DATA EXTRACT:
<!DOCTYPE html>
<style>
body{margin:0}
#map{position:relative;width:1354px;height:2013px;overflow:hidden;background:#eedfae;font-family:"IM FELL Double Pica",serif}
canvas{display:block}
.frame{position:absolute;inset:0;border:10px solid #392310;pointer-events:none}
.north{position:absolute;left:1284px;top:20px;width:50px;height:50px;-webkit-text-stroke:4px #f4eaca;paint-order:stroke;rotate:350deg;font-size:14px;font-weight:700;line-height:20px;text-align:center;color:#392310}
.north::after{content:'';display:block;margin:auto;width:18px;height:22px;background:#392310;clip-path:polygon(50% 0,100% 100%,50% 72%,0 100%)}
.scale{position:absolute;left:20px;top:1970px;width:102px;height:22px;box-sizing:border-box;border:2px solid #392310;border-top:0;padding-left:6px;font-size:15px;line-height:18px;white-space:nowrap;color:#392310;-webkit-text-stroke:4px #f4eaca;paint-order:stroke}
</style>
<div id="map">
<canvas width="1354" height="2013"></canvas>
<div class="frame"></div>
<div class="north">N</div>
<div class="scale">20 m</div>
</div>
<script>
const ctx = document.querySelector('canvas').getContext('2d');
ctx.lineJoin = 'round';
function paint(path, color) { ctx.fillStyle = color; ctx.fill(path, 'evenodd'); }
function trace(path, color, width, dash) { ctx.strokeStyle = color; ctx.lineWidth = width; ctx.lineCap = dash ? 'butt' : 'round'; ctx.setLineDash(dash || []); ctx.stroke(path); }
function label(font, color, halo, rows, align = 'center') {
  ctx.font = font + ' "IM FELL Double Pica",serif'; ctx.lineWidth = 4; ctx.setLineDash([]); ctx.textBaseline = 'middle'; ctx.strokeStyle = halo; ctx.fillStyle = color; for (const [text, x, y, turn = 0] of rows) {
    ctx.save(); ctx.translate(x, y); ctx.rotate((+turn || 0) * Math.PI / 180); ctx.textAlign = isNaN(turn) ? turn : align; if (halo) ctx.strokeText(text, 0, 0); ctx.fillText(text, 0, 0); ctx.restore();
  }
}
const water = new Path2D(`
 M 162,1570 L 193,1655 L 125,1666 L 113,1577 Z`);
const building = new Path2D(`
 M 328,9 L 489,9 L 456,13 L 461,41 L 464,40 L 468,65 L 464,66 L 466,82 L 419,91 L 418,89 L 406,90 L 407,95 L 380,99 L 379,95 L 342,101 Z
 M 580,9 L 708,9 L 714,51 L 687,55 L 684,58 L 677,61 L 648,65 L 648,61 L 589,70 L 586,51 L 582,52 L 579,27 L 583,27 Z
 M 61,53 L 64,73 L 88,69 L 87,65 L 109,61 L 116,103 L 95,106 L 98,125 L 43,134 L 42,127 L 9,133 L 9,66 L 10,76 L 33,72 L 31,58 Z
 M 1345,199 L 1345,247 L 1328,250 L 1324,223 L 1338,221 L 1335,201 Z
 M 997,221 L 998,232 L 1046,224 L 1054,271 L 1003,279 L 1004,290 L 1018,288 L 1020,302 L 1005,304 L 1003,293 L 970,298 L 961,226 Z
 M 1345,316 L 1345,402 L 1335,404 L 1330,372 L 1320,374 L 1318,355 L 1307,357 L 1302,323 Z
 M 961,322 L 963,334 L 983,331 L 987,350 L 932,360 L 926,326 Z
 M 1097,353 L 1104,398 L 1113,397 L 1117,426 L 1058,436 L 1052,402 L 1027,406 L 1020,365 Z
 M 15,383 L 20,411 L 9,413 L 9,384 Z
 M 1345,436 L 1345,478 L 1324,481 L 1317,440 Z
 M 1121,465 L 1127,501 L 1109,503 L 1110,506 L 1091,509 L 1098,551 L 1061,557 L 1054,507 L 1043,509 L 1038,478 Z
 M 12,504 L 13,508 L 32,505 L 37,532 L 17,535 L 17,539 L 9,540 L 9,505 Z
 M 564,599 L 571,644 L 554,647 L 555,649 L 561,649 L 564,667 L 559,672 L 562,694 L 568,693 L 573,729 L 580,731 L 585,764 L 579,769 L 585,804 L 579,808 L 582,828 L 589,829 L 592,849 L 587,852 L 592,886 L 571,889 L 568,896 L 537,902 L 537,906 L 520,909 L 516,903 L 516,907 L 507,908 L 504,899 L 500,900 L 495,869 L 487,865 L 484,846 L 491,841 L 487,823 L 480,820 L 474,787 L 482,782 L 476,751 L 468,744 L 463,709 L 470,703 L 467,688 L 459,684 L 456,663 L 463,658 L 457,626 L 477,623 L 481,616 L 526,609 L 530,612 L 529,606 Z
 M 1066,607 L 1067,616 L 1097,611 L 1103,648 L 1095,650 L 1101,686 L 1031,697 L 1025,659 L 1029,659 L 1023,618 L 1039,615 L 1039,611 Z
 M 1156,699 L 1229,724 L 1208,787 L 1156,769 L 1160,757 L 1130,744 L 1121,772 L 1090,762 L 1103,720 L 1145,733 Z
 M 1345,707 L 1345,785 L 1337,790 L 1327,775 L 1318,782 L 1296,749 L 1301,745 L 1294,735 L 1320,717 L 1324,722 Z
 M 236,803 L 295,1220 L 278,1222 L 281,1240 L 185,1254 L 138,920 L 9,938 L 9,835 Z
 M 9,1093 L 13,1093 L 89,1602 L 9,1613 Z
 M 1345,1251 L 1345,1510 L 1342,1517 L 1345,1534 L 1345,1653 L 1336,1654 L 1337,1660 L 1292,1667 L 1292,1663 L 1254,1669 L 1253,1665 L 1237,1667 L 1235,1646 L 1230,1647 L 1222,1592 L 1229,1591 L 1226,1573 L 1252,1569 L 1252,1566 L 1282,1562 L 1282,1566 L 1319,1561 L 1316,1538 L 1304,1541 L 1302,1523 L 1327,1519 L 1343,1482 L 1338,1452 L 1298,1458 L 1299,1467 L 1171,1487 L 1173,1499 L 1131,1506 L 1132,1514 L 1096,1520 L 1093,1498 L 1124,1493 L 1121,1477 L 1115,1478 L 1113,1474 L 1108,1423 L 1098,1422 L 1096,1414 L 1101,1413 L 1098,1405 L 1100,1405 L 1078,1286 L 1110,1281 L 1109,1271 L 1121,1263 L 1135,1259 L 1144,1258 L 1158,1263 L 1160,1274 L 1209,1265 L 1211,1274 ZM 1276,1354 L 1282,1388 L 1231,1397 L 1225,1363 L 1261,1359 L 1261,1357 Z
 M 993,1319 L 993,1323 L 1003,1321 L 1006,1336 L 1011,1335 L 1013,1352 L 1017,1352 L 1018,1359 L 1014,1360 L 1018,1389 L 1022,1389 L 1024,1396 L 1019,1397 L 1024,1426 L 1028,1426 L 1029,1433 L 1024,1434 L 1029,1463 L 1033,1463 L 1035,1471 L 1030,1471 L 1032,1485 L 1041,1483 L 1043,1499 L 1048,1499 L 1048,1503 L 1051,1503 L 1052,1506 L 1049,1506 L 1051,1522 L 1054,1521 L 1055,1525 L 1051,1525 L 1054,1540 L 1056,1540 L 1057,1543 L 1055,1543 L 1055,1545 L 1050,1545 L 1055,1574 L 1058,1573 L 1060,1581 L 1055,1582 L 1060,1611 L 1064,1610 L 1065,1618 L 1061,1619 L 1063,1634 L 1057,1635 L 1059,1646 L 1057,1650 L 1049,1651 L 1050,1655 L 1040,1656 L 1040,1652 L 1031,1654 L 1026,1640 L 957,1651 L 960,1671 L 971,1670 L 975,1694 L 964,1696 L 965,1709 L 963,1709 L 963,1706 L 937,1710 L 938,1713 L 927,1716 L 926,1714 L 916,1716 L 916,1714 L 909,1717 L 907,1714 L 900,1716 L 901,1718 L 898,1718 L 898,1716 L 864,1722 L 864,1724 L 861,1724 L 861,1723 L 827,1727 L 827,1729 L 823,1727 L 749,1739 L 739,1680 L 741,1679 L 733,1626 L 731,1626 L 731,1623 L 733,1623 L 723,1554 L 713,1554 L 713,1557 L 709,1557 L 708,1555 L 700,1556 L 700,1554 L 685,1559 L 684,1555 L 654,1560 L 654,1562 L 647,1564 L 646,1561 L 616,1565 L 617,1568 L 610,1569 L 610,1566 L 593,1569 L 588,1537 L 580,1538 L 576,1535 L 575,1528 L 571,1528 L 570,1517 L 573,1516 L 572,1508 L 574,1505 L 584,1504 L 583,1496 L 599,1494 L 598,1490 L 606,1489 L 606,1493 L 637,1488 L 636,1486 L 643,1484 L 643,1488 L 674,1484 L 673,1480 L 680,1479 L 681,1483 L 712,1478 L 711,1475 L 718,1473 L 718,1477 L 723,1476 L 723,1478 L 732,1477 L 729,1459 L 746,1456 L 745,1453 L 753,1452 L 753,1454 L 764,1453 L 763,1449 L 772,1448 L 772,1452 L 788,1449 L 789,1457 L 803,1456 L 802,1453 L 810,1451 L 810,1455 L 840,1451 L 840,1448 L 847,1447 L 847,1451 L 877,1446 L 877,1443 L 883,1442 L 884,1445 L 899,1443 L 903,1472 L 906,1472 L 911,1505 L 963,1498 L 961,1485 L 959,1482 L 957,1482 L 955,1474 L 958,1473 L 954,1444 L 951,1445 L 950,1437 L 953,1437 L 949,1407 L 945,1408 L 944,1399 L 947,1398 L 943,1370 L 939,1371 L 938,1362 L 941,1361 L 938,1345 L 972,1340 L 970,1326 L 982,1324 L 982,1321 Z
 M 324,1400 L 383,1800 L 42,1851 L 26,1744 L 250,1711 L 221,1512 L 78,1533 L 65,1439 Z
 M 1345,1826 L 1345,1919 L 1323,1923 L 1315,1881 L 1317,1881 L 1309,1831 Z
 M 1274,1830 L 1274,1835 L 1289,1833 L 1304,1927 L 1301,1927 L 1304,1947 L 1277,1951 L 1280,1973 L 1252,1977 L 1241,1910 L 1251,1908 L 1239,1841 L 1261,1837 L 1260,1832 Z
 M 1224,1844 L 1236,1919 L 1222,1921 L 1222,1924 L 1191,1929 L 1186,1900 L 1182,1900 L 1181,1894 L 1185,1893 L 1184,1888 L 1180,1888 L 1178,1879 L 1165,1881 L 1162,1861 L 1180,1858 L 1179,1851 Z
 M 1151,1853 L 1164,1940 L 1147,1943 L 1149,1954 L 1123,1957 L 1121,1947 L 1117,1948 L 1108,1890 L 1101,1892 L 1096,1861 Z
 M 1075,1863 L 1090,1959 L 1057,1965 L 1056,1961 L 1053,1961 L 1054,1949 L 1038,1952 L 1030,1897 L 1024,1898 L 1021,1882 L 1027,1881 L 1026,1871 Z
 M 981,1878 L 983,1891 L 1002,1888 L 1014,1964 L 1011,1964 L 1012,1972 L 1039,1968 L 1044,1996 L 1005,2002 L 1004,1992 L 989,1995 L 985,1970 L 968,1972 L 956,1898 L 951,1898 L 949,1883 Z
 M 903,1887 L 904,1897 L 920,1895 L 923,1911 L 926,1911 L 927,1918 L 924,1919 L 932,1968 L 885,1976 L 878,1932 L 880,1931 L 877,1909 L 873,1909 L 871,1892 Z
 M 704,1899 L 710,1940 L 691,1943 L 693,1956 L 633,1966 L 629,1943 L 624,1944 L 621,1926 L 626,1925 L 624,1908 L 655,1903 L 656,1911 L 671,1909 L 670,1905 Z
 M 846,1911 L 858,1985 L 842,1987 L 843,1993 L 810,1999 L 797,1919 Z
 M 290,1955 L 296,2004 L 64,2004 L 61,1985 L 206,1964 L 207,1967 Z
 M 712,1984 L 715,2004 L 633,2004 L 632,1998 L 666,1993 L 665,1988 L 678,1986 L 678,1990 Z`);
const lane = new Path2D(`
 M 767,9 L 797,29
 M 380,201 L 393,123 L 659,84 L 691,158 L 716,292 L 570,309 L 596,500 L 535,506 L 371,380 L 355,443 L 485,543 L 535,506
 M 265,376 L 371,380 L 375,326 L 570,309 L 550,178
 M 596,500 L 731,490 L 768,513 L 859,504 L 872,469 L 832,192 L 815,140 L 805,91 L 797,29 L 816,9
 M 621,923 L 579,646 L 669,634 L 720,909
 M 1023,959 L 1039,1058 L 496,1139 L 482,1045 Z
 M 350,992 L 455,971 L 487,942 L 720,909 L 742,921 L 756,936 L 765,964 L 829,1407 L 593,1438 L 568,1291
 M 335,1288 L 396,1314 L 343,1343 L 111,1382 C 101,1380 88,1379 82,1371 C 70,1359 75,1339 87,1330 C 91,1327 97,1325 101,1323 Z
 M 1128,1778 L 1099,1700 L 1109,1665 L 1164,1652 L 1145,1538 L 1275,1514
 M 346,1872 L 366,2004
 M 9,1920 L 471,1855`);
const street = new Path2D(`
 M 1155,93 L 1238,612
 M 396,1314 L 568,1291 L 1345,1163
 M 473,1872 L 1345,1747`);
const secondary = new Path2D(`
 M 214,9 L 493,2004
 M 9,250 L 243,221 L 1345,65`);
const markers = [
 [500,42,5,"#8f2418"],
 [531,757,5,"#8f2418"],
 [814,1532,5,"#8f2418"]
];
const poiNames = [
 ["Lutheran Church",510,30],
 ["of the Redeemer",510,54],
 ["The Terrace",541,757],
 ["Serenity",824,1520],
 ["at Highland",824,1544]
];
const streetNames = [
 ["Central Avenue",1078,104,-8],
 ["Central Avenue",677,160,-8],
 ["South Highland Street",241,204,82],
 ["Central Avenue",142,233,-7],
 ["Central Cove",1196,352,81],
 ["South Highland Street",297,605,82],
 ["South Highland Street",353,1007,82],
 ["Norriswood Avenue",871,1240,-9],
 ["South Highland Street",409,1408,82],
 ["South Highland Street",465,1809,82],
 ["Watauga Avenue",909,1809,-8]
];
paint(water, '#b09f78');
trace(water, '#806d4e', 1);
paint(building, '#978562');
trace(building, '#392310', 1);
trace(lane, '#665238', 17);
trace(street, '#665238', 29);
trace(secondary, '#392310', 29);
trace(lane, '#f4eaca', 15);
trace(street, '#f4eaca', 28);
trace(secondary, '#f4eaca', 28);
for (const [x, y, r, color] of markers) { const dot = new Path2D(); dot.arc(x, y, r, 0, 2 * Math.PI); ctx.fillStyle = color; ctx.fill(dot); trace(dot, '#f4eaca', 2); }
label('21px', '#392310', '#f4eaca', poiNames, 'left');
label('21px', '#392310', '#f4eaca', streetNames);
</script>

WHAT THIS TASK INVOLVES:
Whenever a line in the material contains the word "function", copy that line.

WRITTEN SOLUTION:
function paint(path, color) { ctx.fillStyle = color; ctx.fill(path, 'evenodd'); }
function trace(path, color, width, dash) { ctx.strokeStyle = color; ctx.lineWidth = width; ctx.lineCap = dash ? 'butt' : 'round'; ctx.setLineDash(dash || []); ctx.stroke(path); }
function label(font, color, halo, rows, align = 'center') {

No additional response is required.